Problem description -
Find the lines in the records below that contain "Sabha", and report each of them.

*** Working data ***

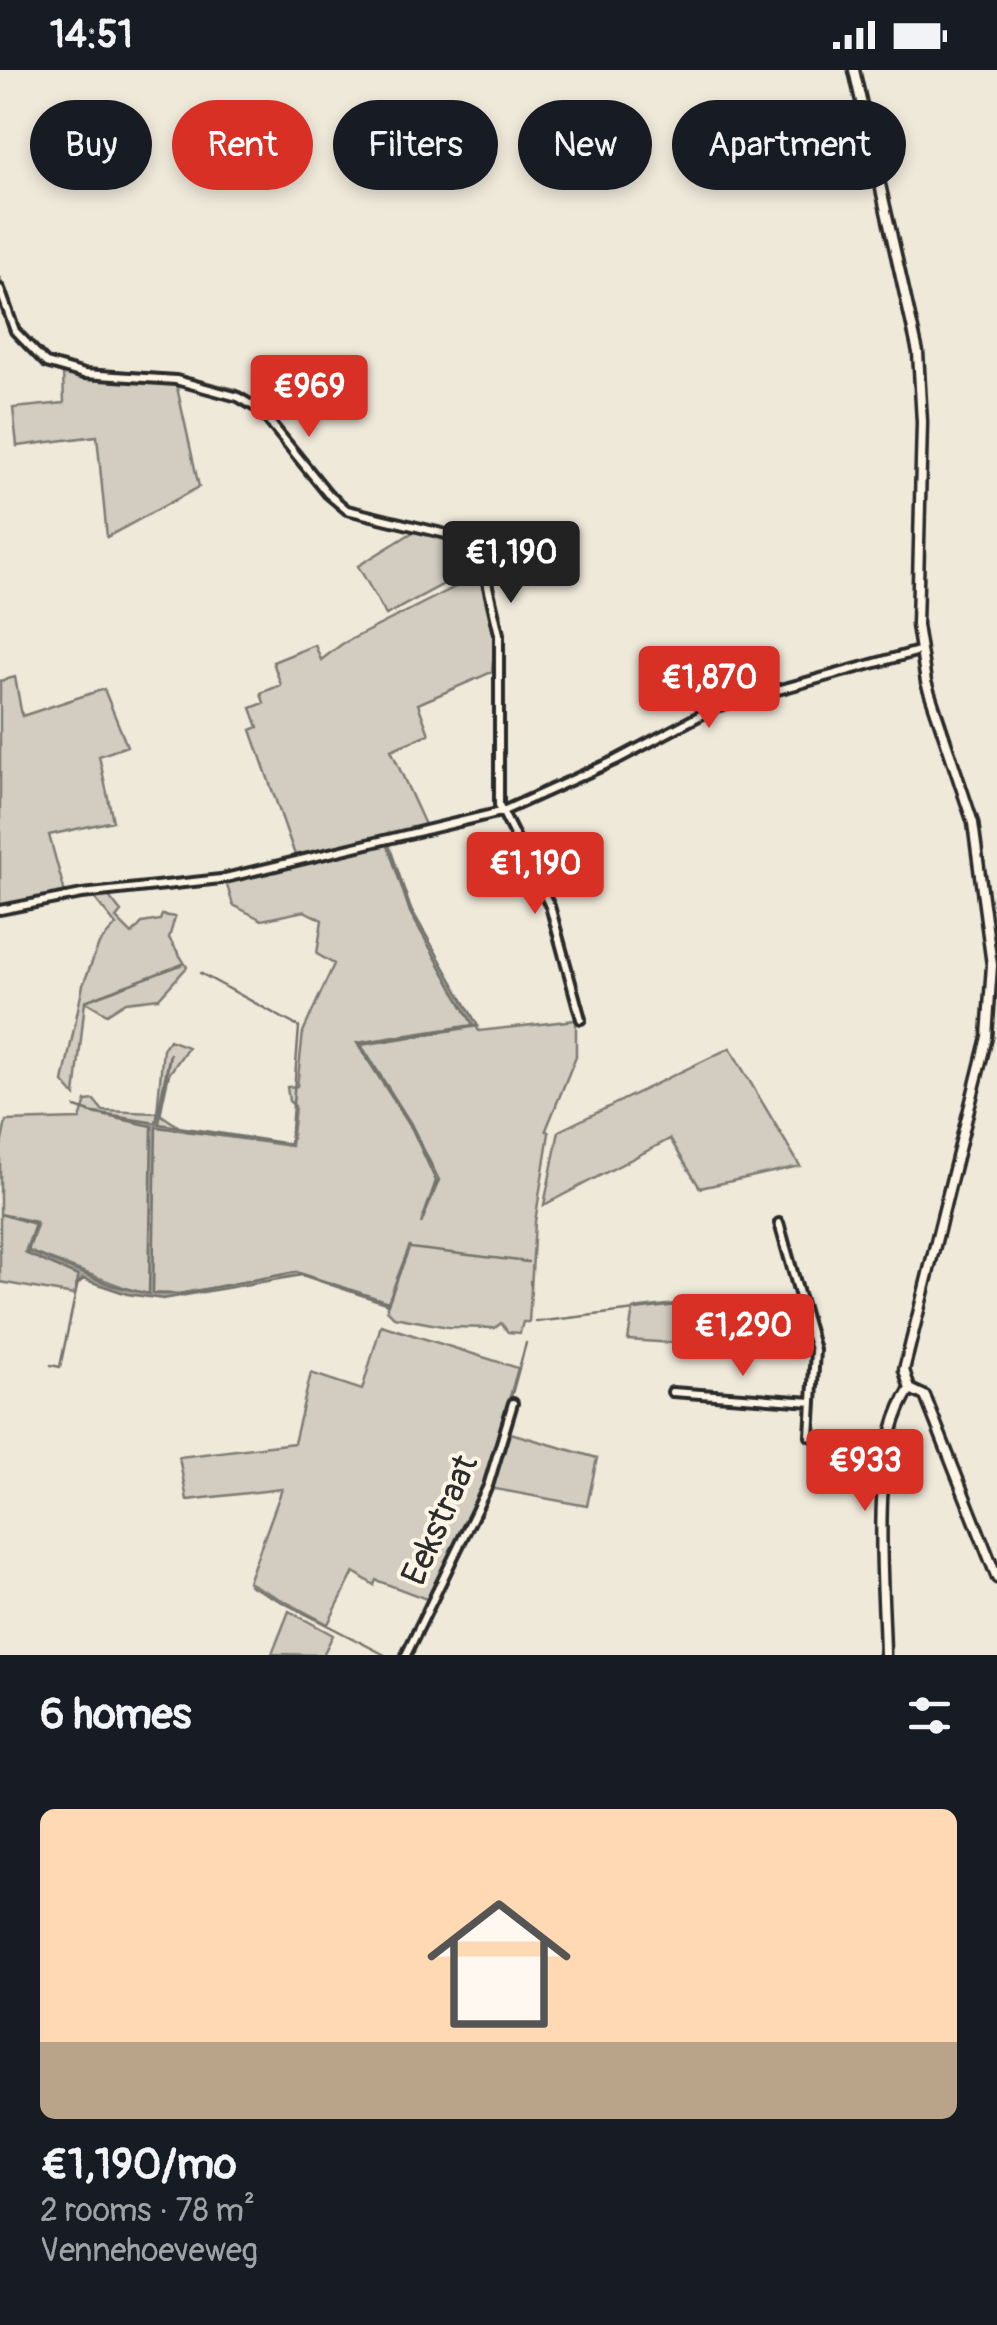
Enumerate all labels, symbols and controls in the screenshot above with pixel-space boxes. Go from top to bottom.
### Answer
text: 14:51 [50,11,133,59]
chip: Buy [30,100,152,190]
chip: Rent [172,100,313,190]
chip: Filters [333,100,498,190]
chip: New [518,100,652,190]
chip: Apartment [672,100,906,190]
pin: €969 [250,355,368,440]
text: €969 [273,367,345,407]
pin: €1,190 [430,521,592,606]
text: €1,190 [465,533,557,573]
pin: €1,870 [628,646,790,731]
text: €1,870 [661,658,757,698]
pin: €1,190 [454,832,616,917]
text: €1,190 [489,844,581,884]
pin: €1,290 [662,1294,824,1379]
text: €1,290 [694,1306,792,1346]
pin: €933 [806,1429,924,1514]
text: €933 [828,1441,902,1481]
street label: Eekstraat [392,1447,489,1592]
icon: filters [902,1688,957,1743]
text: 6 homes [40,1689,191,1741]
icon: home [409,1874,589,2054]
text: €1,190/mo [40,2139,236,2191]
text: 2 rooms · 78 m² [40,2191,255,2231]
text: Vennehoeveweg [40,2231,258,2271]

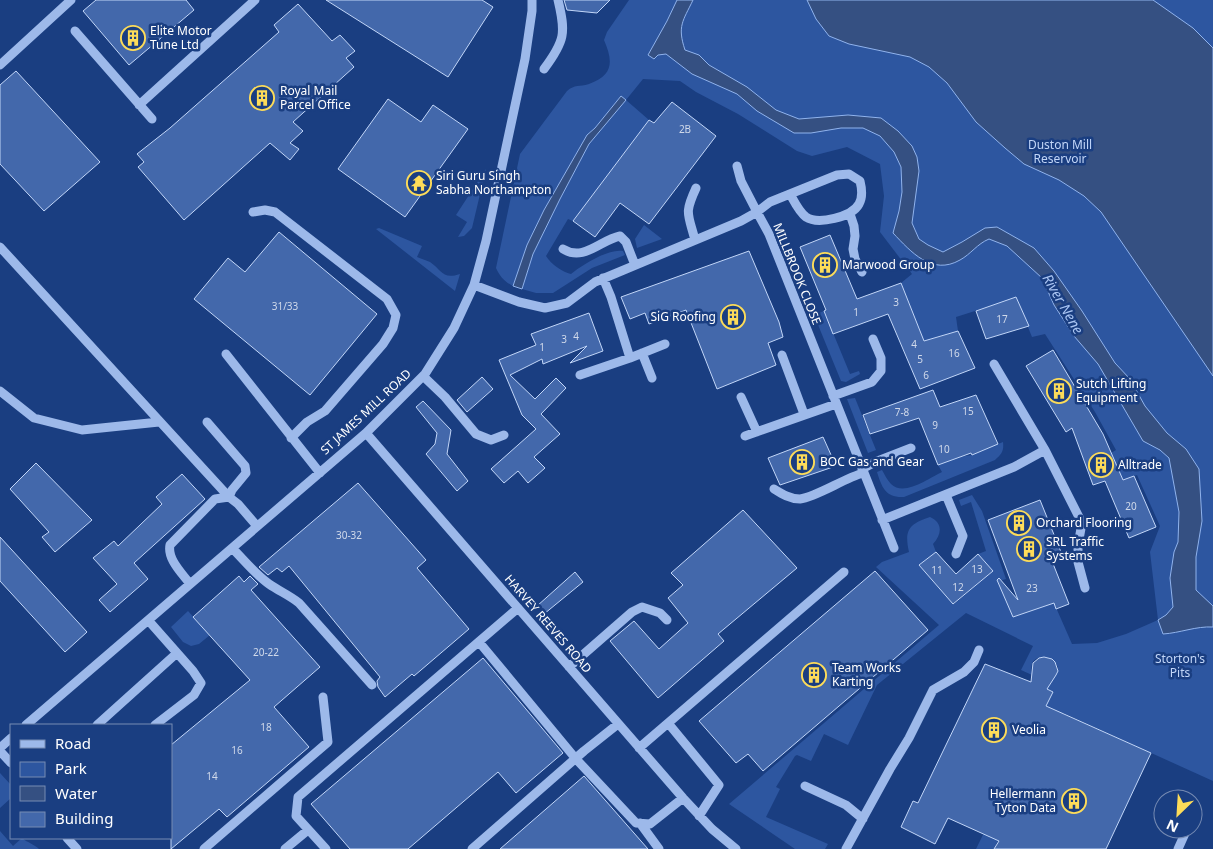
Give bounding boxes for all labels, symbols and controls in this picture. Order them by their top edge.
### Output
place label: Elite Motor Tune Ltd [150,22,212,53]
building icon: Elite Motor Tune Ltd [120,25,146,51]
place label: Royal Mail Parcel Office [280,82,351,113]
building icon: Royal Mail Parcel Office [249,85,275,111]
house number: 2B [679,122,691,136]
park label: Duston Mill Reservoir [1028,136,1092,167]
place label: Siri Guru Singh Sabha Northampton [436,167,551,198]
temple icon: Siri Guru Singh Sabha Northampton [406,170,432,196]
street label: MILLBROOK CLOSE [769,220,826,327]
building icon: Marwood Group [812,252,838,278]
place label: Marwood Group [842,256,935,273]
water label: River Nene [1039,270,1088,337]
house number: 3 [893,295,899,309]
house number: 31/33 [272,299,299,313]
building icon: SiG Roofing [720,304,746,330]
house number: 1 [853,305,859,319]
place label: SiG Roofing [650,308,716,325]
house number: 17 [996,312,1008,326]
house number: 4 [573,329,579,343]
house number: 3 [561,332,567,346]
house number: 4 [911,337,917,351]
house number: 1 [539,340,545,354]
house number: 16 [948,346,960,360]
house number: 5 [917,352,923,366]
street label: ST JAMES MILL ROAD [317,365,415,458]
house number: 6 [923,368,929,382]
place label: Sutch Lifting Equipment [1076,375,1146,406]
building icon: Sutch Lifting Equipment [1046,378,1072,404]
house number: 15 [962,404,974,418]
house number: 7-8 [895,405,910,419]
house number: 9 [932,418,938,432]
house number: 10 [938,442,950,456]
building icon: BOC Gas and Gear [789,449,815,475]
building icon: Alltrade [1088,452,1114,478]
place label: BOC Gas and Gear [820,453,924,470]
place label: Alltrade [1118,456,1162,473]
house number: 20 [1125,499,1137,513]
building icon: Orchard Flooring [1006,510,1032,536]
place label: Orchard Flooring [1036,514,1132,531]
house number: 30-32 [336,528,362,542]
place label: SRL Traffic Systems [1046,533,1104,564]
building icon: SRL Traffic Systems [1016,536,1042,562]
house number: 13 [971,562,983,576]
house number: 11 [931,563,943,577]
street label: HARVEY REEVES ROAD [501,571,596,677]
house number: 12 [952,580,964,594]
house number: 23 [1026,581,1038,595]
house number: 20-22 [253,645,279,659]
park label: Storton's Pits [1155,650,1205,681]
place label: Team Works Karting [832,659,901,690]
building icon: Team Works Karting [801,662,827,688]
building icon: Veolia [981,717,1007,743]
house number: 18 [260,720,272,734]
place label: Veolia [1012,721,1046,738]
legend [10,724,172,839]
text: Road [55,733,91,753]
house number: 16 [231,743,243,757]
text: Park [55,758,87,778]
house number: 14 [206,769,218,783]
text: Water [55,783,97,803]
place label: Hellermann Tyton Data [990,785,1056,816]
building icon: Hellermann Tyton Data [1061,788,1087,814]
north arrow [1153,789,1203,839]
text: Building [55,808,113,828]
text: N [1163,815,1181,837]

***

Task solution -
place label: Siri Guru Singh Sabha Northampton [436,167,551,198]
temple icon: Siri Guru Singh Sabha Northampton [406,170,432,196]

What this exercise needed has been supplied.